→ Task details
Use the entries below and reproduce exactly the lines from the one containing "font-size:13px; font-style:normal; color:#757577" down to the one containing "flex:none; width:22px; height:22px;", both of them included.

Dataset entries
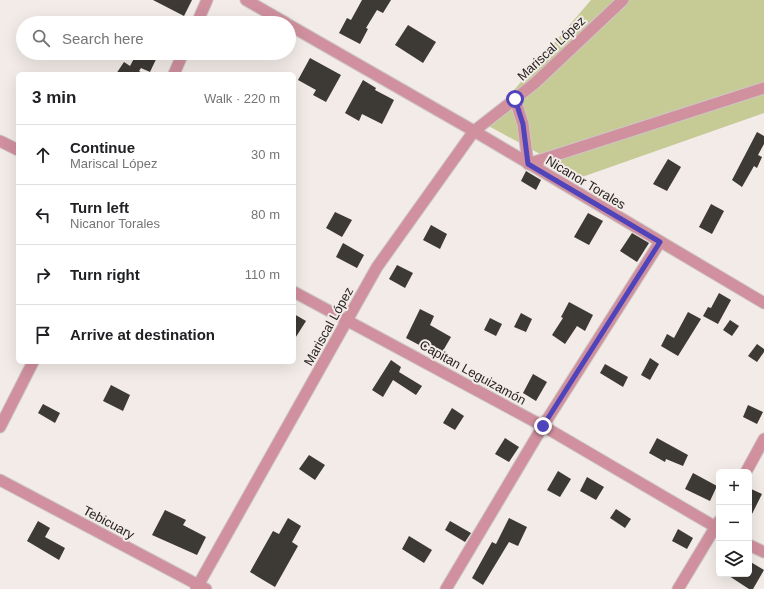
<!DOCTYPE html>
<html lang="en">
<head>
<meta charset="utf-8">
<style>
  body { margin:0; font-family:Helvetica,sans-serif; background:#f2f2f2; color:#202124 }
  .controls { position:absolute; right:12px; bottom:12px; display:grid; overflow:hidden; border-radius:6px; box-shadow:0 4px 16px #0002 }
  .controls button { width:36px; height:36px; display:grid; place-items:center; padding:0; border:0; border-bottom:1px solid #e0e0e0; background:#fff; color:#202124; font:20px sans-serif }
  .stop { position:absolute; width:12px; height:12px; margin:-9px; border:3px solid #5044bb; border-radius:50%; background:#fff }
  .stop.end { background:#5044bb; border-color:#fff; box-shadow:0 1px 4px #0008 }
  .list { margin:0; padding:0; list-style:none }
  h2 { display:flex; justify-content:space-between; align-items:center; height:52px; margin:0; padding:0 16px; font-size:17px }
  h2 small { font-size:13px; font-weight:400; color:#757577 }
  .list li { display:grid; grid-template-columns:26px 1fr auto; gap:12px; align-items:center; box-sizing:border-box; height:60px; padding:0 16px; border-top:1px solid #e0e0e0 }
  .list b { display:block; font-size:15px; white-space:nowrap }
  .list p { margin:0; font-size:13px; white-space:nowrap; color:#757577 }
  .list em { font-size:13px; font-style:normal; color:#757577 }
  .icon { flex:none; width:22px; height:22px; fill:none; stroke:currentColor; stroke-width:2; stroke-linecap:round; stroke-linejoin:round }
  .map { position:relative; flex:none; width:764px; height:589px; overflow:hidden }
  .search { position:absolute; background:#fff; box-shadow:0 4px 16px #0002; left:16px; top:16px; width:280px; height:44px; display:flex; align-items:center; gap:10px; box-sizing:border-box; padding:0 14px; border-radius:22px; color:#757577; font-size:15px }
  .panel { position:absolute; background:#fff; box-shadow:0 4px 16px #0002; left:16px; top:72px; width:280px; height:292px; border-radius:6px }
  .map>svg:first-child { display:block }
  .green { fill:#c6ca94 }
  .building { fill:#3d3935 }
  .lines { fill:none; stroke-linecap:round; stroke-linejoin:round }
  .minor-casing { stroke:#cdc7c4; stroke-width:13 }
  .minor { stroke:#d0909e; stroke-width:11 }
  .route { stroke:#5044bb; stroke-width:5 }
  .labels { text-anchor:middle; stroke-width:4; stroke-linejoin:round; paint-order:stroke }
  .street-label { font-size:13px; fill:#262322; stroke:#f2ebe7 }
</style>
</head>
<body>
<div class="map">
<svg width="764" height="589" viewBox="0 0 764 589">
  <rect width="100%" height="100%" fill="#f2ebe7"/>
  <!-- green -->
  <path class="green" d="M591 0H764V113L582 177 485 124Z"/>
  <!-- building -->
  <g class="building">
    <path d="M153 0H192L184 16Z"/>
    <path d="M362 0H391L383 13 377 10 366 28 368 29 360 44 339 33 347 18 351 20Z"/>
    <path d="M408 25 436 42 423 63 395 45Z"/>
    <path d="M137 53H159L150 72 141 68 139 71 144 74H116L124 62 130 66Z"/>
    <path d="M310 58 341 75 326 102 313 95 316 90 298 80Z"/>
    <path d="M363 80 376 88 375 90 394 100 382 124 362 114 359 121 345 113Z"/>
    <path d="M757 132 764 136V144L758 155 762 157 757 168 754 166 742 187 732 180Z"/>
    <path d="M668 159 681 167 667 191 653 184Z"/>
    <path d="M526 171 541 180 536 190 521 181Z"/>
    <path d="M711 204 724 211 712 234 699 227Z"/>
    <path d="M335 212 352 220 342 237 326 228Z"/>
    <path d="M588 213 603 221 589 245 574 237Z"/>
    <path d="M431 225 447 234 440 249 423 240Z"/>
    <path d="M632 233 649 243 637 262 620 251Z"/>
    <path d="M343 243 364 255 357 268 336 257Z"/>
    <path d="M397 265 413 273 405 288 389 279Z"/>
    <path d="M719 293 731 300 718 324 703 316 708 307 711 308Z"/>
    <path d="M569 302 593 315 585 331 577 326 565 344 552 335 563 318 561 317Z"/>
    <path d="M420 309 434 316 430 325 451 337 440 356 406 338Z"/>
    <path d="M688 312 701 319 678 356 661 346 667 334 674 338Z"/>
    <path d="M521 313 532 319 526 332 514 327Z"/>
    <path d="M294 314 306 321 294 340Z"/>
    <path d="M490 318 502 324 496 336 484 330Z"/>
    <path d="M730 320 739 326 732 336 723 330Z"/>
    <path d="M757 344 764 349V352L757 362 748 356Z"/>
    <path d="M650 358 659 364 650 380 641 375Z"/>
    <path d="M391 360 401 367 399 372 422 386 416 395 393 380 383 397 372 390Z"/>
    <path d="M605 364 628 377 623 387 600 373Z"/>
    <path d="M533 374 547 382 536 401 523 393Z"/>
    <path d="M111 385 130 395 123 411 103 401Z"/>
    <path d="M43 404 60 413 55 423 38 413Z"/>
    <path d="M748 405 763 412 757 424 743 417Z"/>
    <path d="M452 408 464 416 455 430 443 423Z"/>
    <path d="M505 438 519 447 509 462 495 454Z"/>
    <path d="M657 438 688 455 683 466 666 459 665 462 649 453Z"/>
    <path d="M309 455 325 465 315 480 299 469Z"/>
    <path d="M558 471 571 479 560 497 547 490Z"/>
    <path d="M693 473 717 486 710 501 685 489Z"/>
    <path d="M587 477 604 487 596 500 580 491Z"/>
    <path d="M749 488 762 494 749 520Z"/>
    <path d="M616 509 631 519 625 528 610 518Z"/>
    <path d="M165 510 186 520 183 525 206 537 197 555 152 535Z"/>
    <path d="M288 518 301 526 292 542 298 546 275 587 250 572 273 531 279 534Z"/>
    <path d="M509 518 527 527 518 546 509 542 483 585 472 578 492 542 496 544Z"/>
    <path d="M38 521 50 528 45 537 65 548 59 560 27 541Z"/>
    <path d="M450 521 471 533 465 542 445 530Z"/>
    <path d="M678 529 693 538 687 549 672 541Z"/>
    <path d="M409 536 432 550 424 563 402 549Z"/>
    <path d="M749 561 764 570 753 589H749L726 574H749Z"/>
  </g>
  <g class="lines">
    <defs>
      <g id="minor">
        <path d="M246 0 286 23"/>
        <path d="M623 0 535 83 515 99 523 124 528 164 764 88"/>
        <path d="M197 23 207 0"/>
        <path d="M289 25 474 131 764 303"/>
        <path d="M174 74 183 53"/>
        <path d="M0 141 18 150"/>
        <path d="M294 292 543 426 719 529"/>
        <path d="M0 427 33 362"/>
        <path d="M746 472 764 439"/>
        <path d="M0 480 206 589"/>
        <path d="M749 545 764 552"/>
        <path d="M196 589 377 267 474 131 515 99"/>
        <path d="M446 589 543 426 660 242"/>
        <path d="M678 589 719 521"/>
      </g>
    </defs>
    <!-- minor casing -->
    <use href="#minor" class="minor-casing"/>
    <!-- minor -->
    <use href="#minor" class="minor"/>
  </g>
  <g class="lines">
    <!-- route -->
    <path class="route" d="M515 99 523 124 528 164 660 242 543 426"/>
  </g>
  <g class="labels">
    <!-- street labels -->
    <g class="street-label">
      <text transform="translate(551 48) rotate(-43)" y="5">Mariscal López</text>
      <text transform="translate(586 182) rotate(31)" y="5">Nicanor Torales</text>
      <text transform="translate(328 326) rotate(-61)" y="5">Mariscal López</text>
      <text transform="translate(473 372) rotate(29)" y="5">Capitan Leguizamón</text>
      <text transform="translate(109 522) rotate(28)" y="5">Tebicuary</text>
    </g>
  </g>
</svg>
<div class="controls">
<button>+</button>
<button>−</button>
<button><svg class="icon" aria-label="layers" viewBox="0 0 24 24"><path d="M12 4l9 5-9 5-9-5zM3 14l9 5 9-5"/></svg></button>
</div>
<div class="stop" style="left:515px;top:99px"></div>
<div class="stop end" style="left:543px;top:426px"></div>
<div class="search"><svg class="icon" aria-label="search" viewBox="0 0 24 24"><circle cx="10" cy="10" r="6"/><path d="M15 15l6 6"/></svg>Search here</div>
<section class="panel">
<h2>3 min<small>Walk · 220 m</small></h2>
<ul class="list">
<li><svg class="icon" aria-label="ahead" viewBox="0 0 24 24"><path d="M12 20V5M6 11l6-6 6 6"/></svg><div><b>Continue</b><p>Mariscal López</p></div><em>30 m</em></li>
<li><svg class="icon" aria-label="left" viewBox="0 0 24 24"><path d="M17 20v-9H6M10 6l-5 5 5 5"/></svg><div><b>Turn left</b><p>Nicanor Torales</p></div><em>80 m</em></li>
<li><svg class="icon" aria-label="right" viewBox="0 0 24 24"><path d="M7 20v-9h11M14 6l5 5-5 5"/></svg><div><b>Turn right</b></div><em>110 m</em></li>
<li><svg class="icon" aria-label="arrive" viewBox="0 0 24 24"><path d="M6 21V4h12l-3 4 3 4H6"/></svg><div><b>Arrive at destination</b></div></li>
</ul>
</section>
</div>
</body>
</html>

→ Final answer
  .list em { font-size:13px; font-style:normal; color:#757577 }
  .icon { flex:none; width:22px; height:22px; fill:none; stroke:currentColor; stroke-width:2; stroke-linecap:round; stroke-linejoin:round }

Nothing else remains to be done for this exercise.